Si l’on est d’accord avec Zénon, alors le mouvement, et donc les changements, est impossible, donc on peut en effet entrer deux fois dans la même rivière. Héraclite contre cela en déplaçant le concept de mouvement de Zénon comme une transition entre les instants avec un changement continu, mais cela semble un contre-argument très simple, mais il est difficile de concilier les vues de deux philosophes opposés et favorables à Parménide. Ils sont principalement en désaccord avec l’idée de panta hrei, tout coule, comme notre rivière proverbiale. Mais ils peuvent essayer d’obtenir la même conclusion en empruntant des voies très différentes, alors que l’unité sous-jacente de Parménide ne permet pas le changement, Héraclite prétend que c’est le changement qui est la stabilité sous-jacente, on peut en dépendre que tout va changer, c’est ce qui unit toutes les choses et les rend une. Il peut sembler contradictoire que le flux trahisse l’unité du monde, mais Héraclite le fait avec succès, tout comme le fleuve en constante évolution ne cesse pas d’être un fleuve parce que l’eau est différente, de sorte que le monde reste le même même s’il est en constante évolution.

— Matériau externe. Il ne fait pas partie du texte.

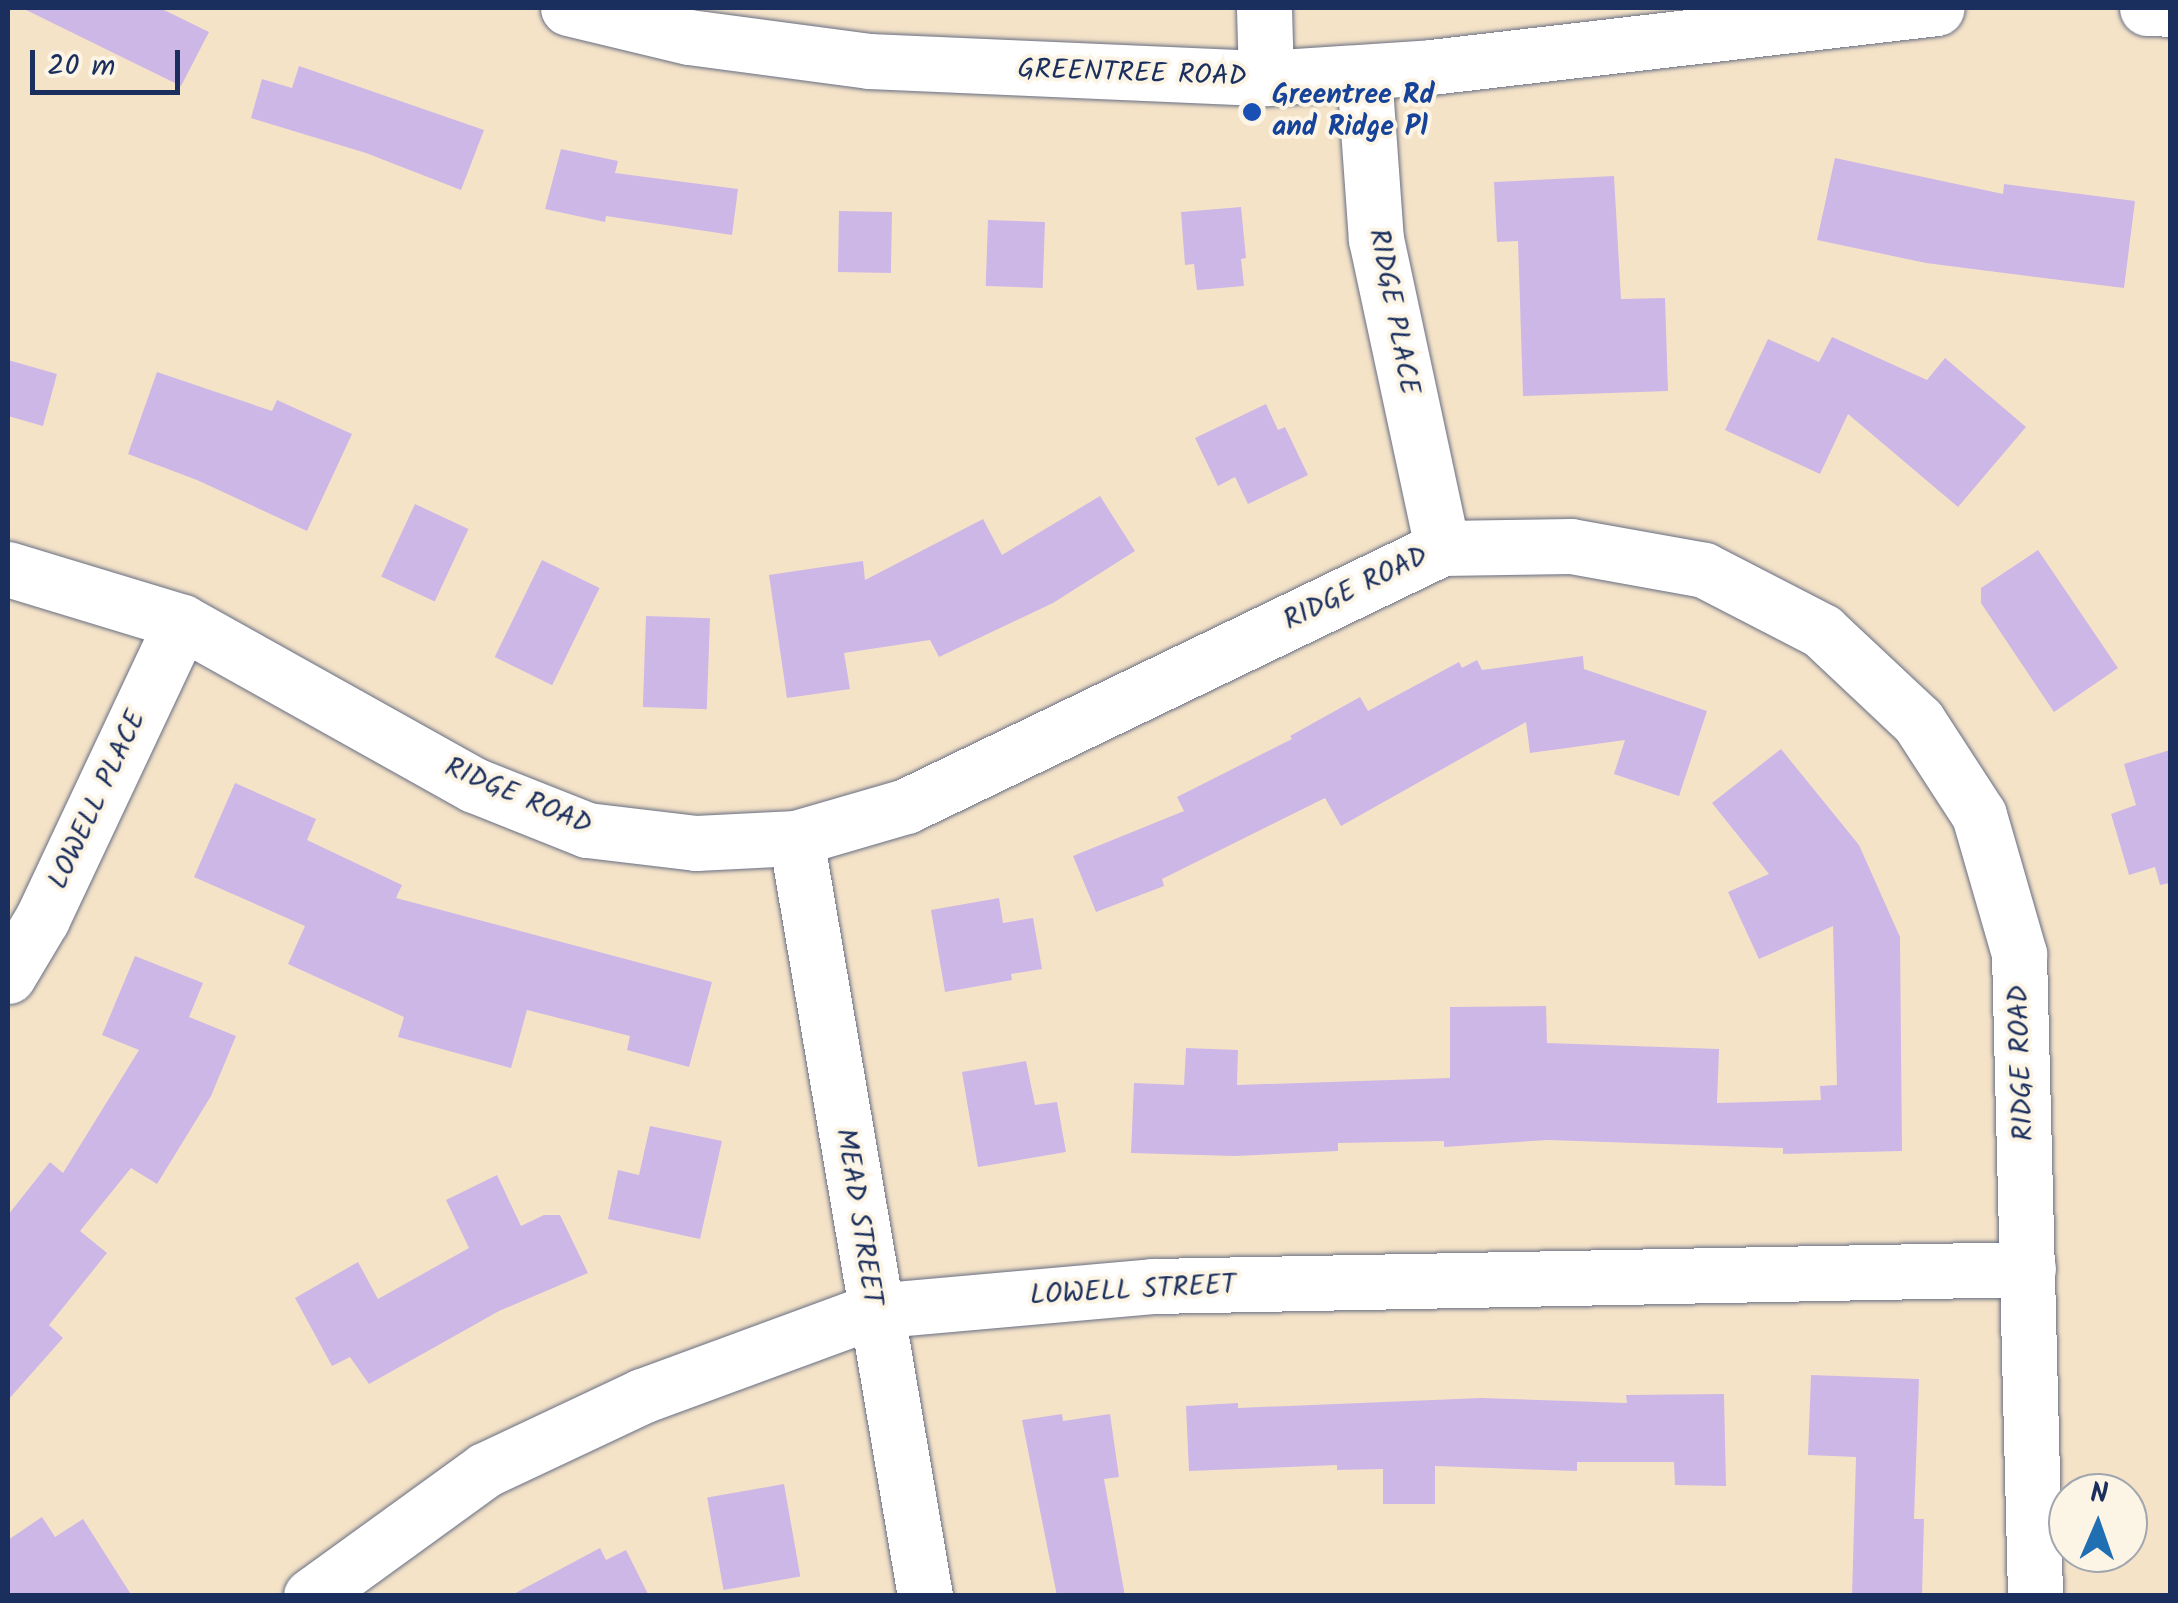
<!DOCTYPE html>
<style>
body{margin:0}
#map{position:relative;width:2178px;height:1603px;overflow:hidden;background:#f5e3c8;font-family:Kalam,sans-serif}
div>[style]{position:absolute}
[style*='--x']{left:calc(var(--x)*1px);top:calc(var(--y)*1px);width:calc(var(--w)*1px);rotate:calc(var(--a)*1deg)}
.building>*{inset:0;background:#cdb7e7;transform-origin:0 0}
.roads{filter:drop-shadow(0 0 2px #676e83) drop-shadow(0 0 2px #676e83)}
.minor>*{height:55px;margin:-27.5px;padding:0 27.5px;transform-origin:27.5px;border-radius:27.5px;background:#fff}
.dots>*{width:28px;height:28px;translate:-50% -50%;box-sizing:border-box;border:5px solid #fcf5e5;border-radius:50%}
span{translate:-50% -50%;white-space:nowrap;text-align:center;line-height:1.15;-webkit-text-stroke:8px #fcf5e5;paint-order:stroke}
.street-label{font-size:28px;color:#1b2f5e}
.transit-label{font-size:28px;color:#164399;font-weight:700}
.left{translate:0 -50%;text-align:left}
.frame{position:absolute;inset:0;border:10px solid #1b2f5e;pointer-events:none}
.north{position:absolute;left:2048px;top:1473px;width:100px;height:100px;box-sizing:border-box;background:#fcf5e5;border:2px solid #a2a6af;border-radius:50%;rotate:2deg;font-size:28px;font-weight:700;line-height:40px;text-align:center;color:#1b2f5e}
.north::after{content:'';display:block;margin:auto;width:35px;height:45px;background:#1f6fb2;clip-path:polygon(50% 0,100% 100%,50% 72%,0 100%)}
.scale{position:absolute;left:30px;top:50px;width:150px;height:45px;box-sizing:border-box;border:5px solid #1b2f5e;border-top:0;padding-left:12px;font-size:30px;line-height:35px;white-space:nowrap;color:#1b2f5e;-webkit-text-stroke:8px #fcf5e5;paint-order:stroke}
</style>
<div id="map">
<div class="building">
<div style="clip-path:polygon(22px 8px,160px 8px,209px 32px,181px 86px)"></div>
<div style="clip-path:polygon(299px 66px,484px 130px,461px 190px,366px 153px,251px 118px,262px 79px,292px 88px)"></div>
<div style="clip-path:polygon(561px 149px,618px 161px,615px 173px,738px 189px,732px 235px,606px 216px,605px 222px,545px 209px)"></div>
<div style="clip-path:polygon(1835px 158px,2003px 194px,2004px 184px,2135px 201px,2124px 288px,1926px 263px,1817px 240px)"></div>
<div style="clip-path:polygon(1614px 176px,1621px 299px,1665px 298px,1668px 391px,1523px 396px,1518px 241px,1497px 242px,1494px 182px)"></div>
<div style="clip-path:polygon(1241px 207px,1246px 258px,1241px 259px,1244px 286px,1197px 290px,1194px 264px,1185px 265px,1181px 212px)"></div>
<div style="left:839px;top:211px;width:53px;height:61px;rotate:1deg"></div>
<div style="left:988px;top:220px;width:57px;height:66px;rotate:2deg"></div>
<div style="clip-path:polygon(1832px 337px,1927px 380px,1945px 358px,2026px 427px,1958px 507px,1848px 414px,1820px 474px,1725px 430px,1768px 339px,1819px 362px)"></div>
<div style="clip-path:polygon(8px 360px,57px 374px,43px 426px,8px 416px)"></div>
<div style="clip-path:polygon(157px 372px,272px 411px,277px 400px,352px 434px,307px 531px,197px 480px,128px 454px)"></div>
<div style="clip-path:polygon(1266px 404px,1278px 430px,1285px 427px,1308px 475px,1248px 504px,1235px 477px,1218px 486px,1195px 438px)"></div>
<div style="clip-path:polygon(1100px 496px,1135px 551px,1053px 603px,939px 657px,930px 640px,844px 653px,850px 689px,787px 698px,769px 575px,863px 561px,865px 580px,983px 519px,1002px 555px)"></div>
<div style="left:415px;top:504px;width:59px;height:80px;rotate:25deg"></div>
<div style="clip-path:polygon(2038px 550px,2118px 668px,2054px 712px,1981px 603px,1981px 588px)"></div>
<div style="left:542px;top:560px;width:64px;height:108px;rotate:26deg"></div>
<div style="left:646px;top:616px;width:64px;height:91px;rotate:2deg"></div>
<div style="clip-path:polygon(1583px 656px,1584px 669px,1707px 711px,1679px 796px,1614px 774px,1625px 740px,1530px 753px,1526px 722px,1341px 826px,1325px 798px,1162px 879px,1164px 886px,1096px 912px,1073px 856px,1184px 811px,1177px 797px,1292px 739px,1290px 736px,1360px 697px,1368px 711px,1459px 662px,1462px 668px,1477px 660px,1482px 670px)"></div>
<div style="clip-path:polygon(1781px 749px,1859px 845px,1900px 937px,1902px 1151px,1783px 1154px,1783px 1148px,1548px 1140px,1444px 1147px,1444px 1141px,1338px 1143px,1338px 1151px,1235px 1156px,1131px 1153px,1134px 1083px,1184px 1085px,1186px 1048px,1238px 1050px,1237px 1085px,1450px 1078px,1450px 1007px,1546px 1006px,1547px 1043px,1719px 1049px,1717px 1103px,1821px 1100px,1820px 1086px,1837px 1085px,1833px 926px,1759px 959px,1728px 892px,1769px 874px,1712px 803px)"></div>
<div style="clip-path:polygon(2170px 750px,2170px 883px,2160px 885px,2155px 867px,2129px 875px,2111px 814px,2136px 805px,2124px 764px)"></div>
<div style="clip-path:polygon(235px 783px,316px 819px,307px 840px,402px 885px,396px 898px,712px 982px,689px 1067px,627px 1050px,630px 1036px,527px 1010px,511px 1068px,398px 1037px,404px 1017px,288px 964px,305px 926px,194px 877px)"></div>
<div style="clip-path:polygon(999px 898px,1003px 923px,1033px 918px,1042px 969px,1011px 974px,1012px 980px,945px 992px,931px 910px)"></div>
<div style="clip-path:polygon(135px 956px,203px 983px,189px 1017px,236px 1036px,211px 1096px,157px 1184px,131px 1168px,80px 1231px,107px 1253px,49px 1325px,63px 1338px,8px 1400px,8px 1215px,50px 1162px,63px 1173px,139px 1050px,102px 1035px)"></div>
<div style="clip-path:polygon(1026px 1061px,1035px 1105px,1057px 1102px,1066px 1152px,978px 1167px,962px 1072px)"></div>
<div style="clip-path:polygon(650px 1126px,722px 1141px,700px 1239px,608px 1219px,618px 1170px,639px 1175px)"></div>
<div style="clip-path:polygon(497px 1175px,521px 1226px,544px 1215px,560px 1215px,588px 1273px,499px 1311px,369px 1384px,350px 1357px,332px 1366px,295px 1298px,358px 1262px,378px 1299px,469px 1248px,446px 1200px)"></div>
<div style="clip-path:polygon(1811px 1375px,1919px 1379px,1914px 1519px,1924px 1519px,1922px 1596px,1852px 1596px,1856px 1457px,1808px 1455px)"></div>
<div style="clip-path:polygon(1724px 1394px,1726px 1486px,1675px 1485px,1674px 1462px,1577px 1462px,1577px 1471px,1435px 1466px,1435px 1504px,1383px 1504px,1383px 1469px,1337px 1470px,1337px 1465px,1189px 1471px,1186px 1406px,1238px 1403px,1238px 1408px,1481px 1398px,1627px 1403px,1626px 1395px)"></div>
<div style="clip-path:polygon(1062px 1414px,1063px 1421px,1110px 1414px,1119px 1477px,1104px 1479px,1125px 1596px,1057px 1596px,1022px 1420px)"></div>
<div style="left:784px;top:1484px;width:94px;height:78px;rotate:80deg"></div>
<div style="clip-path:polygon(42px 1517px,55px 1537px,83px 1519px,132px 1596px,8px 1596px,8px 1540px)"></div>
<div style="clip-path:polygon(600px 1548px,606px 1560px,626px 1550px,649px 1596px,510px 1596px)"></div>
</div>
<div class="roads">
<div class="minor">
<div style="--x:568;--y:8;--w:124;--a:13.5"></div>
<div style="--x:689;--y:37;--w:182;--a:7.6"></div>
<div style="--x:869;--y:61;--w:397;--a:2.5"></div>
<div style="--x:1266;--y:78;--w:165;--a:-3.8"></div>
<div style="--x:1431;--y:67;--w:509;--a:-6.65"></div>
<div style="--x:1264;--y:8;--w:70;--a:88.4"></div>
<div style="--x:2147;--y:8;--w:23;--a:2"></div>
<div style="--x:1364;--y:73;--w:166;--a:85.9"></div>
<div style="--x:1376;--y:239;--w:316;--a:77.9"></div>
<div style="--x:8;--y:569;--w:182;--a:16.9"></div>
<div style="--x:182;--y:622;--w:334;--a:29.2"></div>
<div style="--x:474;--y:785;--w:122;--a:21.7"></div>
<div style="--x:587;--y:830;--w:110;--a:6.8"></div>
<div style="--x:696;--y:843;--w:100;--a:-2.9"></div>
<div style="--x:796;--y:838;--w:115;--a:-16.2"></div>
<div style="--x:906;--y:806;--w:595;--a:-25.7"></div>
<div style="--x:1442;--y:548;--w:129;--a:-0.9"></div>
<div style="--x:1571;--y:546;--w:135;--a:10.2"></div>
<div style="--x:1704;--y:570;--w:133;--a:27.3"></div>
<div style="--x:1822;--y:631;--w:132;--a:43.2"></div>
<div style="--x:1918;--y:721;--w:112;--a:57"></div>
<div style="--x:1979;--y:815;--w:145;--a:73.9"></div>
<div style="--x:2019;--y:954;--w:642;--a:88.57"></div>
<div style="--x:796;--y:838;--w:769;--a:80.34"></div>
<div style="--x:8;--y:976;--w:66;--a:-59.2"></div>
<div style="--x:42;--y:919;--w:328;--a:-64.8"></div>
<div style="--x:311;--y:1596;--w:215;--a:-35.9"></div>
<div style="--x:485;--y:1470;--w:174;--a:-25.2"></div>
<div style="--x:642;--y:1396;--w:246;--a:-20.2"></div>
<div style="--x:873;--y:1311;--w:281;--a:-5.1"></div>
<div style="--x:1153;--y:1286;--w:875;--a:-1.11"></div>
</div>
</div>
<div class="dots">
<div style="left:1252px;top:112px;background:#1a4fb4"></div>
</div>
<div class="street-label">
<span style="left:1132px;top:74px;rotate:2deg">GREENTREE ROAD</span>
<span style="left:1393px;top:312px;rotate:79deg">RIDGE PLACE</span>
<span style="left:1356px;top:589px;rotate:-26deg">RIDGE ROAD</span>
<span style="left:518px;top:797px;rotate:23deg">RIDGE ROAD</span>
<span style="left:98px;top:800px;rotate:-65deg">LOWELL PLACE</span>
<span style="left:2022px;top:1063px;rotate:-92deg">RIDGE ROAD</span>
<span style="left:858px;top:1217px;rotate:81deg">MEAD STREET</span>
<span style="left:1133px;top:1291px;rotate:-3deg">LOWELL STREET</span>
</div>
<div class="transit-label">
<span class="left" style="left:1272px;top:112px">Greentree Rd<br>and Ridge Pl</span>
</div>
<div class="frame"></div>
<div class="north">N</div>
<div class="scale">20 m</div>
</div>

On peut noter que l’expression « flux constant » est d’abord oxymoronique, mais dans son contexte, elle incarne la théorie en question. Malgré ce lien entre les dogmes de Parménide et d’Héraclite, ce dernier était apparemment « philosophiquement insulaire et isolé » et insistait » pour qu’il « s’enquière de lui-même » (Frag. 10), et a tout appris de lui-même ”. Héraclite a appelé la sagesse nécessaire pour comprendre le Logos du monde et a dit: « Il est sage d’écouter, non pas à moi, mais au Logos et de confesser que toutes choses sont une”. C’est la réconciliation de ses idées d’unité et de flux qui pose le problème philosophique. Mais une fois que l’on peut comprendre que c’est le changement qui unifie tout alors la question est obsolète car si tout est un alors la rivière ne peut pas devenir une entité différente, mais c’est le changement d’eau qui définit une rivière, les réponses sont antithétiques. Il n’est pas important que nous trouvions une solution au problème qu’il nous pose, mais plutôt que nous nous engagions dans l’exercice mental et que nous nous réveillions de notre sommeil dogmatique.